● Try it
Go through the data and say how many lines include the string "canvas"; return only the figure.

● Records provided
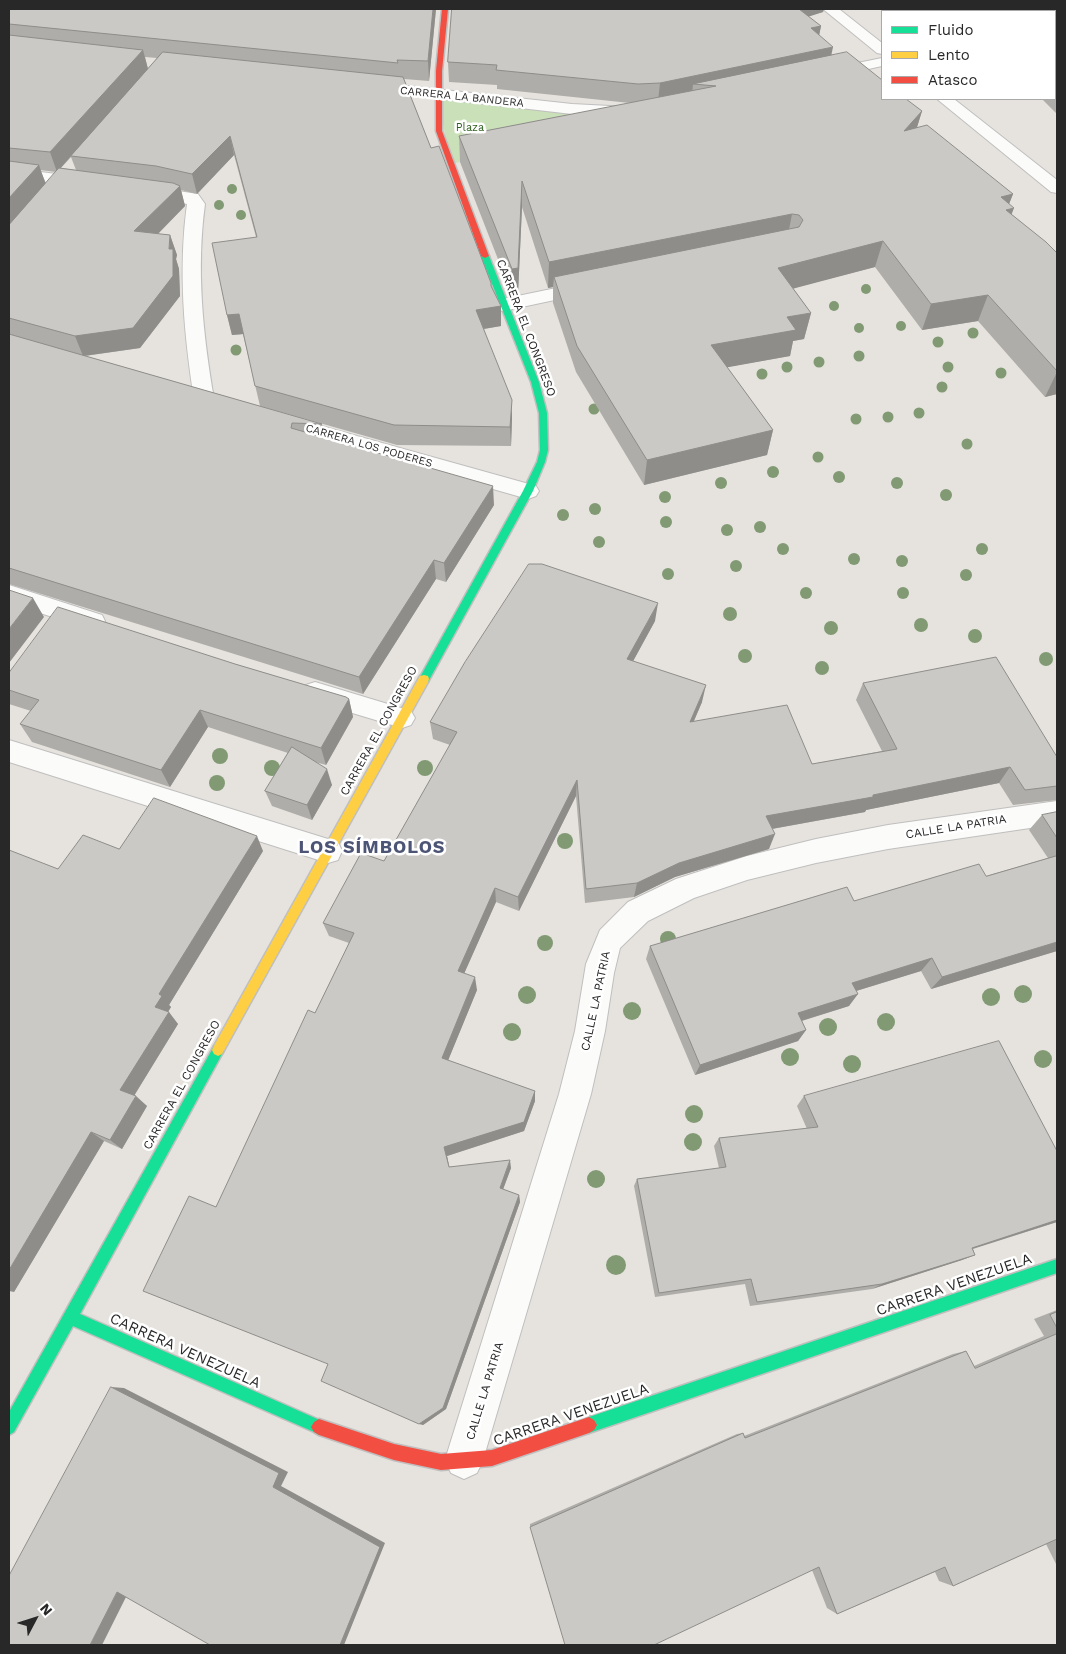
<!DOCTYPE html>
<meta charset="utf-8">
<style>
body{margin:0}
#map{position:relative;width:1066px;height:1654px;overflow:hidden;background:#e6e3de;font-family:"Work Sans",sans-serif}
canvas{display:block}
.frame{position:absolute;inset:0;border:10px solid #282828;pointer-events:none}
.legend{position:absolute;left:881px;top:10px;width:175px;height:90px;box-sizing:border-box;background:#fff;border:1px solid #a9a9a9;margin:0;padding:6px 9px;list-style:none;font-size:15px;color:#282828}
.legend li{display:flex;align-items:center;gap:10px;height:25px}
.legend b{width:25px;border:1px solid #a9a9a9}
.north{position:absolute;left:10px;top:1594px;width:50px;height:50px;-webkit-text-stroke:4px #fff;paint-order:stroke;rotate:50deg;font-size:14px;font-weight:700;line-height:20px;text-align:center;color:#282828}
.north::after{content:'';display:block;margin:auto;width:18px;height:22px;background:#282828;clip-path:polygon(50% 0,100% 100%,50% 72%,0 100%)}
</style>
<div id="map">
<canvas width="1066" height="1654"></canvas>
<div class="frame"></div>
<ul class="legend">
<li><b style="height:6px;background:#16e098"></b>Fluido</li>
<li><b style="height:6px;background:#ffcf43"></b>Lento</li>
<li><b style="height:6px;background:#f24e42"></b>Atasco</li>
</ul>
<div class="north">N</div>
</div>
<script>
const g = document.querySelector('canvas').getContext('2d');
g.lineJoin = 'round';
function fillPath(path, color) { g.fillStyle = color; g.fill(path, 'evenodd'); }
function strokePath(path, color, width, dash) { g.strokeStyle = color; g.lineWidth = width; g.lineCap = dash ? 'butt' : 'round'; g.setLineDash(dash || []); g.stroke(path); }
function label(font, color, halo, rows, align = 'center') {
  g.font = font + ' "Work Sans",sans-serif'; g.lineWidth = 5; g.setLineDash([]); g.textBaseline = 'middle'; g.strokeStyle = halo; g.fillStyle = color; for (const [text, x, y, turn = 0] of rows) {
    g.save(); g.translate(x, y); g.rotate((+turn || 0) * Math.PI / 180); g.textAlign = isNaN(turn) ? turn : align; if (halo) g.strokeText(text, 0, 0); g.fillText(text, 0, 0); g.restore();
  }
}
const green = new Path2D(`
 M438,94L584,110L546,145L450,164Z`);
const street = new Path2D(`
 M823,9H839L882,43V54L877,53Z
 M882,58V66L828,78L823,76L820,73L823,70Z
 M371,82L572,104L629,107L635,109L637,112L635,115L629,117L572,114L365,90L363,87L365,84Z
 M937,99H954L1057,180V193L1051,192Z
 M9,168L88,178L94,179L97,183L94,187L88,188L9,178Z
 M145,186L198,194L205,204C196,270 203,334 214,399L211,404L204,406L197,404L194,399C184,334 178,270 187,204L139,195L136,191L139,187Z
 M590,281L597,283L599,287L597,291L503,311L496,309L493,305L496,301L503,299Z
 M289,417L536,486L539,491L536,496L528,499L282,429L278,424L282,419Z
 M9,585L102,615L105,621L102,627L93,630L9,603Z
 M315,682L411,711L415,718L411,725L402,728L306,699L302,692L306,685Z
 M9,740L328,839L338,842L342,851L338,860L328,863L9,762Z
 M1057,801V824L888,849L816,863L747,880L694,898L648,921L620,948L614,973L605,1031L591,1094L483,1460L477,1473L464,1479L451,1473L445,1460L559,1094L575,1031L586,964L600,930L628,902L676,879L747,856L816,839L888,825Z`);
const fast = new Path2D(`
 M482,254L489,256L539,382L547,413L548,450L545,462L533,491L428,682L424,683L419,679L523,491L537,462L540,450L539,413L531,382L481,256Z
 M218,1044L222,1046L224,1050L222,1054L80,1314L324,1422L327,1427L324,1432L319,1435L314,1432L73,1326L14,1432L9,1435V1412L214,1046Z
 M1057,1259V1273L589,1433L584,1430L581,1425L584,1420L589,1417Z`);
const slow = new Path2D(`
 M424,675L428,676L429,679L428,682L222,1054L218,1056L214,1054L212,1050L214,1046L420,676Z`);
const jam = new Path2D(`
 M442,9H448L442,71V131L489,256L485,258L481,256L436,131V71Z
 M589,1417L594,1420L597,1425L594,1430L589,1433L492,1466L441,1470L394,1460L319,1435L314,1432L311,1427L314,1422L319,1419L394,1444L441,1454L492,1450Z`);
const trees = [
 [232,189,5],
 [219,205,5],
 [241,215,5],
 [866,289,5],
 [834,306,5],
 [901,326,5],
 [859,328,5],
 [973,333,5.5],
 [938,342,5.5],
 [236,350,5.5],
 [859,356,5.5],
 [819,362,5.5],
 [787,367,5.5],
 [948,367,5.5],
 [1001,373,5.5],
 [762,374,5.5],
 [942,387,5.5],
 [594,409,5.5],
 [919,413,5.5],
 [888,417,5.5],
 [856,419,5.5],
 [967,444,5.5],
 [818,457,5.5],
 [773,472,6],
 [839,477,6],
 [721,483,6],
 [897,483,6],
 [946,495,6],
 [665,497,6],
 [595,509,6],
 [563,515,6],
 [666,522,6],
 [760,527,6],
 [727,530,6],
 [599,542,6],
 [783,549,6],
 [982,549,6],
 [854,559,6],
 [902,561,6],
 [736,566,6],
 [668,574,6],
 [966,575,6],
 [806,593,6],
 [903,593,6],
 [730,614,7],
 [921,625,7],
 [831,628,7],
 [975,636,7],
 [745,656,7],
 [1046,659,7],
 [822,668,7],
 [220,756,8],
 [272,768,8],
 [425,768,8],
 [217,783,8],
 [565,841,8],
 [668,939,8],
 [545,943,8],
 [1023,994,9],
 [527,995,9],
 [991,997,9],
 [632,1011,9],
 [886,1022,9],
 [828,1027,9],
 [512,1032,9],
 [790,1057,9],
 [1043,1059,9],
 [852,1064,9],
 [694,1114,9],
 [693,1142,9],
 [596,1179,9],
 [616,1265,10]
];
const wall = new Path2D(`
 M9,9H436L429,81L404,79L431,148L492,288L501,306V326L484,329L512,419L511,446L397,445L260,406L243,334L232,335L227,315L256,237L234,155L197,194L181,190L185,206L158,234L170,235L177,255L176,259L179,269L180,296L140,348L85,356L322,424L325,438L494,505L446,582L436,579L363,694L9,584ZM145,57L157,58L148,69ZM71,157L76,170L61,168ZM40,170L56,172L46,183Z
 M452,9H824L823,12L808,16L821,26L819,35L832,55L922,111L917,127L1013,194L1009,204L1011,214L1057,253V394L1045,397L978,321L922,330L875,267L793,288L811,313L804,339L793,341L790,356L727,367L773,430L767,455L644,485L576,372L553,303V287L548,288L522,207L518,294L512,295L460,162L459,136L630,103L497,89V85L449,82L448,62Z
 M964,9H1007L1006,11H975Z
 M1057,69V114L1042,99H1055V73Z
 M655,621L633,661L702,702L694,721L812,764L882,751L856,700L863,683L1057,757V800L1013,805L999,783L866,810L865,812L772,829L769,849L675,877L634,897L585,903L576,796L519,911L496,902L464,973L477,990L448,1060L535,1101L524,1131L447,1156L449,1167L511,1168L503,1189L519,1195L520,1202L446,1409L423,1425L328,1364L216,1207L315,1013L349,943L329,936L323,923L384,861L450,745L433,739L430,722Z
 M235,664L349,699L353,717L326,765L315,762L332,785L312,820L272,806L265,791L288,753L208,727L170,787L32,742L20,724L31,711L9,704V673Z
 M1057,812V951L931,989L921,971L856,991L849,1006L802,1021L806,1030L798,1041L695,1075L646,959L650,946L854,901L986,876L1048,858L1029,830L1042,815Z
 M119,849L263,851L169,1005L171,1007L168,1012L178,1024L134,1096L147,1106L122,1149L104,1141L14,1292L58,869Z
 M804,1096L1057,1151V1222L973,1249L975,1255L962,1260L872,1289L750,1306L745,1284L655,1297L634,1186L637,1179L719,1168L714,1146L719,1138L807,1129L797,1106Z
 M1057,1310V1566L1046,1544L953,1586L939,1581L935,1572L837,1614L827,1608L812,1570L530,1527V1524L737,1434L743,1433L744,1436L953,1354L966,1351L974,1366L1044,1336L1034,1319Z`);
const shadedWall = new Path2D(`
 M433,9H436L429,81L428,61Z
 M792,9H824L823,12L789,23Z
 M821,26L817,46L811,28Z
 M833,47L829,66L716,86L693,84L692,95L658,102L660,83Z
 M143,50L148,69L57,172L50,152Z
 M922,111L914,137L904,131Z
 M230,136L234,155L197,194L192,174Z
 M39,165L46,185L9,227V198Z
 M522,181V207L518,294L512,295V269Z
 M180,186L185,206L141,251L134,231Z
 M1013,194L1007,209L1014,208L1004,234L1001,197Z
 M792,214L787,240L554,277L553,287L548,288L549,262Z
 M170,235L177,255L176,259L179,269L180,296L140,348L83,356L75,336L169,249Z
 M883,241L875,267L773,294L778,268Z
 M988,295L978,321L922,330L931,304Z
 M501,306V326L477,330L476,310Z
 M811,313L804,339L793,341L790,356L707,371L711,345L787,317Z
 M239,314L244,334L232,335L227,315Z
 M1057,372V394L1045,397Z
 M512,400V419L511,446L510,427Z
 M773,430L767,455L644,485L647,460Z
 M493,486L494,505L446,582L444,563Z
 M434,560L436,579L363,694L359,677Z
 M33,598L44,617L9,663V629Z
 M658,603L655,621L625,676L627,659Z
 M706,685L702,702L686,739L690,722Z
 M349,699L353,717L326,765L321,748Z
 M200,710L208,727L170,787L161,770Z
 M1010,767L999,783L866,810L865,812L760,831L766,816Z
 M327,769L332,785L312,820L307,805Z
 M577,780L576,796L519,911L518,897Z
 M775,834L769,849L675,877L634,897L637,883L679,863Z
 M257,836L263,851L169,1005L171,1007L164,1018L155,1007L159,994Z
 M495,888L496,902L460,983L458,971Z
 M1057,942V951L931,989L942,977Z
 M932,958L921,971L843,995L852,983Z
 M475,977L477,990L445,1068L442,1058Z
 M858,994L849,1006L791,1024L798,1013Z
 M169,1012L178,1024L132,1099L120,1090Z
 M806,1030L798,1041L695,1075L700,1065Z
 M535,1091V1101L524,1131L447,1156L451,1175L444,1147Z
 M136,1096L147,1106L122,1149L110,1140Z
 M91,1132L104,1141L14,1292L9,1291V1270Z
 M510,1160L511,1168L501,1195L500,1188Z
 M519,1195L520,1202L446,1409L423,1425L419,1424Z
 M1057,1220V1222L959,1253L972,1248Z
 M975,1255L962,1260L872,1289L882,1284Z
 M111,1387L124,1388L288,1472L281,1486L385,1543L344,1645H340L273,1487Z
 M131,1587L102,1645H90L117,1592Z`);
const building = new Path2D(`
 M9,9H433L428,61L397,60L398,63L9,24Z
 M452,9H799L821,26L811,28L833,47L660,83L638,84L496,70L497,65L448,62Z
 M9,35L143,50L50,152L9,148Z
 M163,52L403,77L431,148L439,146L491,283V286L501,306L476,310L512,400L510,427L394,425L255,386L239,314L227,315L212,243L257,237L230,136L192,174L156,166L71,156Z
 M847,52L882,80V99H906L922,111L904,131L927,125L1013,194L1001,197L1014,208L1006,210L1046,242L1057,253V371L988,295L931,304L883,241L778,268L811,313L787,317L796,330L711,345L773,430L647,460L577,346L554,277L799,227L803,220L799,215L792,214L549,262L522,181L518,268L512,269L459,136L716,86L693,84Z
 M1057,69V85L1055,82V73Z
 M9,161L39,165L9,198Z
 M59,168L173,183L180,186L134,231L170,235L169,249H173V276L133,328L75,336L9,318V225Z
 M9,334L322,424L292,423L291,428L493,486L444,563L434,560L359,677L9,568Z
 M529,564H542L658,603L627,659L706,685L690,722L787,705L812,764L897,749L863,683L996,657L1057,757V786L1025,790L1010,767L873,795V797L766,816L775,834L679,863L637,883L586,889L577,780L518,897L495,888L458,971L475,977L442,1058L535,1091L524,1122L444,1147L449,1167L510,1160L500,1188L519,1195L443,1408L419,1424L321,1381L328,1364L143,1291L189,1196L216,1207L308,1010L315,1013L354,933L323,923L361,853L384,861L457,732L430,722L465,662Z
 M9,590L33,598L9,629Z
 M58,607L235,664L346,697L349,699L321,748L200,710L161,770L20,724L39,700L9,690V673Z
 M292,747L327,769L307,805L265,791Z
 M154,798L257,836L159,994L162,996L155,1007L169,1012L120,1090L136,1096L110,1140L91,1132L9,1270V850L58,869L83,835L119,849Z
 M1057,812V838L1042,815Z
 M1057,856V942L942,977L932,958L852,983L858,994L798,1013L806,1030L700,1065L650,946L847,887L854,901L979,864L986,876Z
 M999,1041L1057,1151V1220L972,1248L975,1255L882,1284L757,1302L751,1279L659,1293L637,1179L726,1167L719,1138L818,1127L804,1096Z
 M1057,1312V1328L1050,1315Z
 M1057,1334V1539L953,1586L945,1567L837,1614L819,1567L654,1645H565L530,1527L743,1433L745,1438L966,1351L975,1368Z
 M111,1387L279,1473L273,1487L380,1547L340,1645H210L117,1592L90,1645H9V1576Z`);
const farStreetnames = [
 ["CARRERA LA BANDERA",462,97,6],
 ["CARRERA LOS PODERES",369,446,16]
];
const farParknames = [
 ["Plaza",470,128]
];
const streetNames = [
 ["CARRERA EL CONGRESO",526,328,69],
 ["CARRERA EL CONGRESO",379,731,-61],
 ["CALLE LA PATRIA",956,827,-9],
 ["CALLE LA PATRIA",596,1001,-78],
 ["CARRERA EL CONGRESO",182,1085,-61],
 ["CALLE LA PATRIA",485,1391,-73]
];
const nearStreetnames = [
 ["CARRERA VENEZUELA",954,1285,-19],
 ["CARRERA VENEZUELA",185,1351,24],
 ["CARRERA VENEZUELA",571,1415,-19]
];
const districtNames = [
 ["LOS SÍMBOLOS",372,848]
];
fillPath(green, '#cae0b9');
strokePath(street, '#c0bfbf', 2);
strokePath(fast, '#c0bfbf', 3);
strokePath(slow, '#c0bfbf', 3);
strokePath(jam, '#c0bfbf', 3);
fillPath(street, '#fbfbfa');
fillPath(fast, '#16e098');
fillPath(slow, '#ffcf43');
fillPath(jam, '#f24e42');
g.fillStyle = '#819a74';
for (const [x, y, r] of trees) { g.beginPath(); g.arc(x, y, r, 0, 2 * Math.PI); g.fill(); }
fillPath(wall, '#afada9');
fillPath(shadedWall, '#8e8d8a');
fillPath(building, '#cbc9c5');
strokePath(building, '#8e8d8a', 1);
label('11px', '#282828', '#fff', farStreetnames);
label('11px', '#2e5f1e', '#fff', farParknames);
label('12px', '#282828', '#fff', streetNames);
label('15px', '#282828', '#fff', nearStreetnames);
g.letterSpacing = '1px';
label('bold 18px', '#4c5575', '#fff', districtNames);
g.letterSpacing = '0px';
</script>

● Response area
3